Apothekensterben in Deutschland: Wer muss jetzt weiter laufen?
Apothekensterben in Deutschland: Wer muss jetzt weiter laufen?
Der Zugang zu Apotheken in Deutschland hat in den letzten Jahren nur leichte Veränderungen erfahren, obwohl ihre Zahl stetig zurückgeht. Zwar wohnen die meisten Menschen noch immer in der Nähe einer Apotheke, doch ein kleiner, aber wachsender Teil der Bevölkerung muss längere Wege in Kauf nehmen, um an Medikamente zu gelangen. Nun diskutieren die Krankenkassen, ob Reformen nötig sind, um die flächendeckende Versorgung zu sichern.
Zwischen 2020 und 2025 stieg der Anteil der Deutschen, die keine Apotheke innerhalb von fünf Gehminuten erreichen können, von 4,6 auf 5,3 Prozent. Bei einer maximalen Gehzeit von 15 Minuten erhöhte sich der Wert von 1,3 auf 2 Prozent. Dennoch kann fast die gesamte Bevölkerung eine Apotheke mit dem Auto in 10 bis 15 Minuten erreichen – nur 0,1 Prozent war dies 2025 nicht möglich.
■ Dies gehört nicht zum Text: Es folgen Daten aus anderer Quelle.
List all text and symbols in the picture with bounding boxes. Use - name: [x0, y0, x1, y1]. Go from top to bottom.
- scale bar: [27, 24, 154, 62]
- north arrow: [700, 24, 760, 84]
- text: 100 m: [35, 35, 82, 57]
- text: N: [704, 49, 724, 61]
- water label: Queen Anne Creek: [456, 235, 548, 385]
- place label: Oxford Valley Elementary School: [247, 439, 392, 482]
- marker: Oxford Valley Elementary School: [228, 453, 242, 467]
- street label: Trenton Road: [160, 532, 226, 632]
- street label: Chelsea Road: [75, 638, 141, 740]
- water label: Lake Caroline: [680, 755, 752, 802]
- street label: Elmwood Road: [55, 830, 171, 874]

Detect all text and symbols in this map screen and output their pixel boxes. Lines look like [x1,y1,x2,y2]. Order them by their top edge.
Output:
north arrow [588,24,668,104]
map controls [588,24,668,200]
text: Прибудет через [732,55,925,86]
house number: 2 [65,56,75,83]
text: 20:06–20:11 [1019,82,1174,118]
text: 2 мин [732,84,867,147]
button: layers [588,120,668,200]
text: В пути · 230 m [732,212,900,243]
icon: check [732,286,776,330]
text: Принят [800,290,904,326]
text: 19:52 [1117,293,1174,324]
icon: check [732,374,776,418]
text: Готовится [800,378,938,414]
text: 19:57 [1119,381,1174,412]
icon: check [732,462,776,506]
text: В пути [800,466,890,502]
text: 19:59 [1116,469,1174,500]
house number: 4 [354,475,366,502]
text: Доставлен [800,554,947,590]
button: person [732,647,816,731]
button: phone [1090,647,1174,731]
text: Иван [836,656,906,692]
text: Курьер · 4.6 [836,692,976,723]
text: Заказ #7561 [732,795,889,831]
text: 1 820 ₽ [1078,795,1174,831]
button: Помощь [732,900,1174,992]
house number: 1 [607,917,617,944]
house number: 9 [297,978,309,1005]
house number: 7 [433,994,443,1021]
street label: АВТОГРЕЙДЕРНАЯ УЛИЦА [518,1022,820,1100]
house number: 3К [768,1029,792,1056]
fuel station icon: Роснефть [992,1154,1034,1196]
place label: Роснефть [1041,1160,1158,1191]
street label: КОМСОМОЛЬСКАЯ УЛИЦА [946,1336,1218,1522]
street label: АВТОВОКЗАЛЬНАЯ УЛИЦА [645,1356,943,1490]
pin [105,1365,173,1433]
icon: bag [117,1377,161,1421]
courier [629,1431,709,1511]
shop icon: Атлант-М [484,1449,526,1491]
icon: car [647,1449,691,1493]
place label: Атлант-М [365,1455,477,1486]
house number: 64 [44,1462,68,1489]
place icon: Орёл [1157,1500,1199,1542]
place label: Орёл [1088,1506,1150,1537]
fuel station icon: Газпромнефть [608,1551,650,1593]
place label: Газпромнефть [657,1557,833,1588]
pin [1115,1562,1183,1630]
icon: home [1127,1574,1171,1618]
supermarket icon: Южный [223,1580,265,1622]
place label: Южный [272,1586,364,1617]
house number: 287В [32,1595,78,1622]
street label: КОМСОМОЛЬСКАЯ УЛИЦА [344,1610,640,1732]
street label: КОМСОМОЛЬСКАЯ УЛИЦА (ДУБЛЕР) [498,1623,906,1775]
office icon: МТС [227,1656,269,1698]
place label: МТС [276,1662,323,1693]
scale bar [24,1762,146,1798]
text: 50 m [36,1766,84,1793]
Die Schließungen folgten klaren strukturellen Mustern: In Regionen mit einer überdurchschnittlich hohen Apothekendichte gab es mehr Schließungen, während Gebiete mit weniger verbleibenden Apotheken seltener betroffen waren. Offensichtlich treiben Wettbewerb und lokale Marktbedingungen diese Entwicklung voran und nicht ein Nachfragemangel.
Fast zwei Drittel der Arztpraxen haben eine Apotheke in maximal zehn Gehminuten Entfernung. Über 90 Prozent sind mit dem Auto in fünf Minuten oder weniger bei einer Apotheke. Die Krankenkassen betonen, dass die allgemeine Erreichbarkeit trotz eines Rückgangs der Apothekenzahl um 12 Prozent innerhalb von fünf Jahren stabil geblieben sei.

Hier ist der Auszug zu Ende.